At the end of my stay in Crete this year, as on numerous occasions before, it was raki time. This is signalled two or three weeks beforehand by knackered old trucks loaded down with big brown barrels or monolithically stacked up crates of grapes. They make the raki at the end of October and start of November. Unlike what a lot of people seem to think, it is not made out of grape waste – out of what’s left over after the grapes have been pressed for wine – but whole grapes.
Fermentation is a few weeks. As every wine maker knows that’s when the yeast works hardest and produces the most alcohol. All this stuff with demijohns is just about a little extra alcohol and flavour. The yeast in this case is simply the bloom on the grapes. When you wipe a dull soft fruit and it then becomes shiny what you are wiping off is natural yeast. After this fermentation is complete it is Kazani time. The still is brought out and set up, the fire lit, and the fermented mess poured into the cauldron.

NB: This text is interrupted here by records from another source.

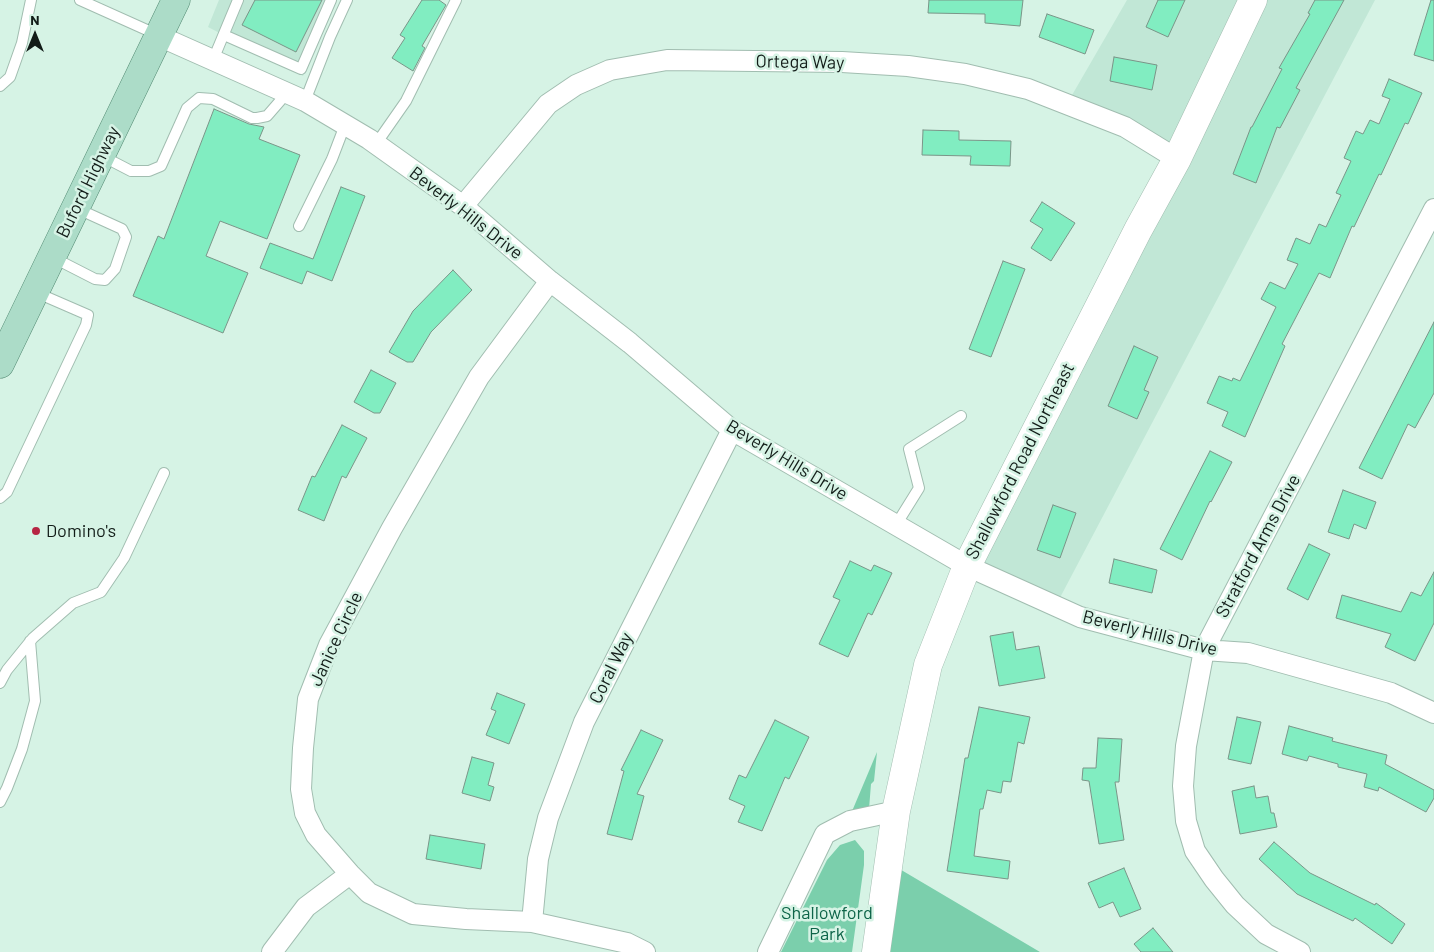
<!DOCTYPE html>
<html>
<head>
<meta charset="utf-8">
<style>
  body { margin:0 }
  #map { position:relative; width:1434px; height:952px; overflow:hidden; background:#d6f3e5; font-family:Barlow,sans-serif }
  canvas { display:block }
  .north { position:absolute; left:10px; top:10px; width:50px; height:50px; -webkit-text-stroke:4px #d6f3e5; paint-order:stroke; rotate:0deg; font-size:14px; font-weight:700; line-height:20px; text-align:center; color:#121c18 }
  .north::after { content:''; display:block; margin:auto; width:18px; height:22px; background:#121c18; clip-path:polygon(50% 0,100% 100%,50% 72%,0 100%) }
</style>
</head>
<body>
<div id="map">
<canvas width="1434" height="952"></canvas>
<div class="north">N</div>
</div>
<script>
const ctx = document.querySelector('canvas').getContext('2d');
ctx.lineJoin = 'round';
function paint(path, color) {
  ctx.fillStyle = color;
  ctx.fill(path, 'evenodd');
}
function shape(rows) {
  const path = new Path2D();
  for (const r of rows) {
    path.moveTo(r[0], r[1]);
    for (let i = 2; i < r.length; i += 2) path.lineTo(r[i], r[i + 1]);
  }
  return path;
}
function strokePath(path, color, width, dash) {
  ctx.strokeStyle = color;
  ctx.lineWidth = width;
  ctx.lineCap = dash ? 'butt' : 'round';
  ctx.setLineDash(dash || []);
  ctx.stroke(path);
}
function write(font, color, halo, rows, align = 'center') {
  ctx.font = font + ' Barlow,sans-serif';
  ctx.lineWidth = 5;
  ctx.setLineDash([]);
  ctx.textBaseline = 'middle';
  ctx.strokeStyle = halo;
  ctx.fillStyle = color;
  for (const [text, x, y, turn = 0] of rows) {
    ctx.save();
    ctx.translate(x, y);
    ctx.rotate((+turn || 0) * Math.PI / 180);
    ctx.textAlign = isNaN(turn) ? turn : align;
    if (halo) ctx.strokeText(text, 0, 0);
    ctx.fillText(text, 0, 0);
    ctx.restore();
  }
}
paint(shape([
  [219,0,336,0,303,76,208,27],
  [1127,0,1375,0,1054,609,967,569,1177,160,1064,109]
]), '#c1e7d6');
paint(shape([
  [877,752,874,781,871,784,869,809,850,816],
  [855,840,864,851,864,865,852,952,781,952,827,860,840,845],
  [881,858,1040,952,872,952]
]), '#7bcfac');
const building = shape([
  [255,0,322,0,296,52,242,25,255,0],
  [422,0,439,0,446,5,422,46,425,48,413,71,392,58,405,38,400,35,422,0],
  [929,0,1023,0,1020,26,985,23,985,14,928,13,929,0],
  [1158,0,1185,0,1168,37,1146,27,1158,0],
  [1315,0,1344,0,1296,88,1300,90,1280,128,1277,127,1256,183,1233,174,1251,127,1252,127,1282,69,1279,68,1310,14,1308,13,1315,0],
  [1431,0,1434,0,1434,61,1414,55,1431,0],
  [1047,14,1094,30,1085,54,1039,37,1047,14],
  [1114,57,1157,65,1152,90,1110,81,1114,57],
  [1389,79,1422,93,1408,124,1405,123,1381,175,1379,174,1354,227,1352,226,1330,278,1319,273,1282,344,1285,346,1245,437,1222,426,1228,412,1207,403,1219,376,1232,381,1233,378,1240,381,1276,307,1261,299,1270,282,1285,289,1298,264,1287,260,1296,238,1310,244,1319,224,1326,227,1341,195,1336,193,1351,161,1344,158,1356,131,1363,134,1370,120,1379,124,1390,99,1382,96,1389,79],
  [214,109,249,124,264,127,259,139,300,155,267,239,220,221,206,256,248,273,223,333,133,296,158,236,164,239,214,109],
  [923,130,959,131,959,140,1011,141,1010,166,970,165,971,156,922,155,923,130],
  [341,187,365,196,332,281,307,271,302,284,260,268,270,243,313,259,341,187],
  [1042,202,1075,223,1051,261,1031,248,1043,229,1030,221,1042,202],
  [1003,261,1025,269,991,357,969,349,1003,261],
  [453,270,472,290,431,332,413,362,407,362,389,352,413,311,453,270],
  [1434,322,1434,393,1415,428,1408,424,1382,479,1359,468,1434,322],
  [1134,346,1158,357,1144,390,1149,392,1137,419,1108,406,1134,346],
  [371,370,396,383,380,413,374,413,354,402,371,370],
  [342,425,367,438,346,478,342,476,324,521,298,510,312,476,315,477,342,425],
  [1210,451,1232,462,1211,502,1210,501,1182,560,1160,549,1210,451],
  [1343,490,1376,502,1366,529,1354,524,1349,539,1328,532,1343,490],
  [1053,505,1076,513,1060,558,1037,550,1053,505],
  [1309,544,1330,554,1308,600,1287,589,1309,544],
  [1114,559,1157,570,1152,593,1109,583,1114,559],
  [850,561,871,571,874,565,892,573,872,615,868,613,848,657,819,644,840,600,833,597,850,561],
  [1434,572,1434,623,1415,661,1385,647,1391,634,1336,618,1342,595,1401,612,1411,592,1421,596,1434,572],
  [1013,632,1016,650,1039,646,1045,678,999,686,990,636,1013,632],
  [497,693,525,704,509,744,486,735,496,711,491,709,497,693],
  [979,707,1030,717,1024,744,1018,742,1011,782,1003,781,1001,793,987,790,983,809,980,809,974,856,1010,861,1008,879,947,871,965,758,968,758,979,707],
  [1237,717,1261,722,1251,764,1228,759,1237,717],
  [775,720,809,737,789,779,785,777,762,831,738,822,745,806,729,799,739,775,746,778,775,720],
  [1289,726,1333,738,1332,741,1387,755,1385,764,1434,790,1434,798,1426,812,1379,787,1378,791,1364,787,1367,774,1338,767,1338,764,1309,756,1307,761,1282,754,1289,726],
  [641,730,663,740,637,794,644,796,632,840,607,834,624,771,621,770,641,730],
  [1098,738,1122,739,1119,782,1115,782,1124,840,1099,844,1089,781,1082,780,1083,768,1096,768,1098,738],
  [472,757,494,763,488,785,494,787,490,801,462,793,472,757],
  [1254,786,1256,798,1268,796,1271,813,1274,813,1277,827,1240,834,1232,791,1254,786],
  [430,835,485,844,481,869,426,859,430,835],
  [1274,842,1310,873,1375,905,1376,903,1405,924,1392,944,1355,918,1353,921,1297,894,1259,859,1274,842],
  [1124,868,1141,909,1120,917,1113,902,1099,908,1088,883,1124,868],
  [1153,928,1173,952,1141,952,1134,944,1153,928]
]);
paint(building, '#81edc1');
strokePath(building, '#7a9588', 1);
const lane = shape([
  [80,0,158,35],
  [224,35,301,69,331,0],
  [213,60,238,0],
  [0,86,10,77,22,43,31,0],
  [305,101,330,37,347,0],
  [376,144,406,101,456,0],
  [102,156,131,171,149,171,161,166,187,108,199,98,213,99,252,118,257,118,267,116,287,93],
  [299,226,332,159,345,125],
  [52,257,95,279,105,280,115,269,126,237,122,229,78,209],
  [0,498,7,492,86,325,88,315,35,292],
  [896,525,919,488,909,449,961,416],
  [0,683,7,670,33,638,73,603,101,592,124,558,164,473],
  [0,802,7,788,22,749,35,701,30,641]
]);
const street = shape([
  [159,36,305,101,369,139,463,206,550,281,630,343,732,430,967,566,1080,617,1204,650,1248,653,1391,693,1434,713],
  [463,206,548,104,576,85,610,70,667,60,842,62,908,66,965,74,1028,89,1125,127,1177,159],
  [550,281,479,377,392,528,329,645,308,699,303,748,301,789,305,813,316,835,350,874,369,893,413,914,466,919,532,922,627,943,645,952],
  [532,922,538,859,548,818,584,722,732,430],
  [272,952,306,907,350,874],
  [768,952,825,834,850,821,896,811],
  [1300,952,1266,934,1235,905,1214,879,1195,851,1186,821,1183,786,1186,746,1204,650,1434,209]
]);
const secondary = shape([
  [876,952,896,811,928,665,967,566,1138,230,1177,159,1253,0]
]);
const primary = shape([
  [0,364,176,0]
]);
strokePath(lane, '#a1bdb0', 12);
strokePath(street, '#a1bdb0', 22);
strokePath(secondary, '#a1bdb0', 29);
strokePath(primary, '#528972', 29);
strokePath(lane, '#fff', 10);
strokePath(street, '#fff', 20);
strokePath(secondary, '#fff', 28);
strokePath(primary, '#acdcc8', 28);
for (const [x, y, r, color] of [
  [36,531,5,"#b62443"]
]) {
  const dot = new Path2D();
  dot.arc(x, y, r, 0, 2 * Math.PI);
  ctx.fillStyle = color;
  ctx.fill(dot);
  strokePath(dot, '#d6f3e5', 2);
}
write('18px', '#121c18', '#d6f3e5', [
  ["Ortega Way",800,62,1],
  ["Buford Highway",88,182,-64],
  ["Beverly Hills Drive",466,213,38],
  ["Beverly Hills Drive",787,460,31],
  ["Shallowford Road Northeast",1020,461,-63],
  ["Stratford Arms Drive",1258,546,-62],
  ["Beverly Hills Drive",1150,633,14],
  ["Janice Circle",336,639,-65],
  ["Coral Way",611,668,-64]
]);
write('18px', '#121c18', '#d6f3e5', [
  ["Domino's",46,531]
], 'left');
write('18px', '#0d6448', '#d6f3e5', [
  ["Shallowford",827,913],
  ["Park",827,934]
]);
</script>
</body>
</html>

In fact ‘kazani’ is the Greek word for cauldron, but it is also used to name the place where stilling is done and the lengthy boozy barbecues that ensue.
This year Cretans have had trouble getting all the paperwork sorted to start their kazanis as the Greek government, ever greedy for revenue, is moving in on them. Enjoy this video clip of one cycle of the process because it might be something you won’t see in years to come.
As the raki is made and transferred to barrels, hot coals are scooped from the fire for a barbecue. Large quantities of barbecued pork are consumed, along with rabbit, fish, mushrooms, sausage and potatoes baked in the hot coals and so tasty they only need a sprinkle of sea salt. Also consumed is toasted garlic break with oregano on it, raw cabbage with lemon juice and salt, pomegranates, sweetcorn and, here, at the kazani just a staggering distance from my front gate…
…plenty of my homemade chilli sauce which many of the Greeks attending here have come to enjoy.